The influence of citrate, EDTA, and heparin anticoagulants to human plasma LC–MS lipidomic profiling

Lipid profiling of human plasma by liquid chromatography-electrospray ionization coupled to mass spectrometry (LC–ESI-MS) is being used to identify biomarkers of health, disease, and treatment efficacy. However, there is no consensus on the choice of anticoagulant to perform and compare lipidomic measurements. This study assessed the effect of the anticoagulants citrate, EDTA, and heparin, on eight synthetic and 80 plasma lipids, and compared lipidomic data among anticoagulants. Lipid extraction was affected distinctively by the anticoagulant of choice likely due to the different physico-chemical properties among anticoagulants. Peak areas of seventy endogenous lipids showed significant differences between citrate–heparin and EDTA–heparin comparisons similar to those observed for synthetic lipids. Only ten endogenous lipid species showed comparable peak areas among the three anticoagulants. Correction by a structurally related internal standard only partly eliminated differences among anticoagulants (ANOVA, P value <0.001).

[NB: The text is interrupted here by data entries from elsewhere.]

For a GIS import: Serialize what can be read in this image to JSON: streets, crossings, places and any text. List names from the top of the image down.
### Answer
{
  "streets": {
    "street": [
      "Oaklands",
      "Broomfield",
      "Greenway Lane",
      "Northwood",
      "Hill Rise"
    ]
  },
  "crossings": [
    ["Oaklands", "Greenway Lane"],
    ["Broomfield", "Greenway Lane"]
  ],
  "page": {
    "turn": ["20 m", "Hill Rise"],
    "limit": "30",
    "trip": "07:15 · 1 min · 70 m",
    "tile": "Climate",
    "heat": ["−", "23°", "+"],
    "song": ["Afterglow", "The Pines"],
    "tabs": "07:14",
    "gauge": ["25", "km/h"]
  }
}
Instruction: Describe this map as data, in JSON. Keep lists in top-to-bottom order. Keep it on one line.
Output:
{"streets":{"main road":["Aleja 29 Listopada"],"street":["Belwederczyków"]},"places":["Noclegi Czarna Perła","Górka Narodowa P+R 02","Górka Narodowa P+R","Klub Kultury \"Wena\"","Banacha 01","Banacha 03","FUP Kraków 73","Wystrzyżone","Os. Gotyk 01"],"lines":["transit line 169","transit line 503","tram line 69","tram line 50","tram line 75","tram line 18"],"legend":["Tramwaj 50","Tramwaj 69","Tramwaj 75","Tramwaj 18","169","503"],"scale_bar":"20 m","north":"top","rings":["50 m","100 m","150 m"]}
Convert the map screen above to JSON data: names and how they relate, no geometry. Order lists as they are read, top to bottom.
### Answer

However, comparisons among anticoagulants were possible for most endogenous lipids after correction of peak areas by the sum of areas of its lipid class. Our observations indicate that the choice of anticoagulant distinctively impact the peak response of most lipid species by LC–ESI-MS. Lipidomic data from plasma obtained with different anticoagulants should address differences in matrix effects and extraction procedures since ion strength, plasma pH, and different physicochemical properties among anticoagulants influence lipid extraction and LC–ESI-MS analysis.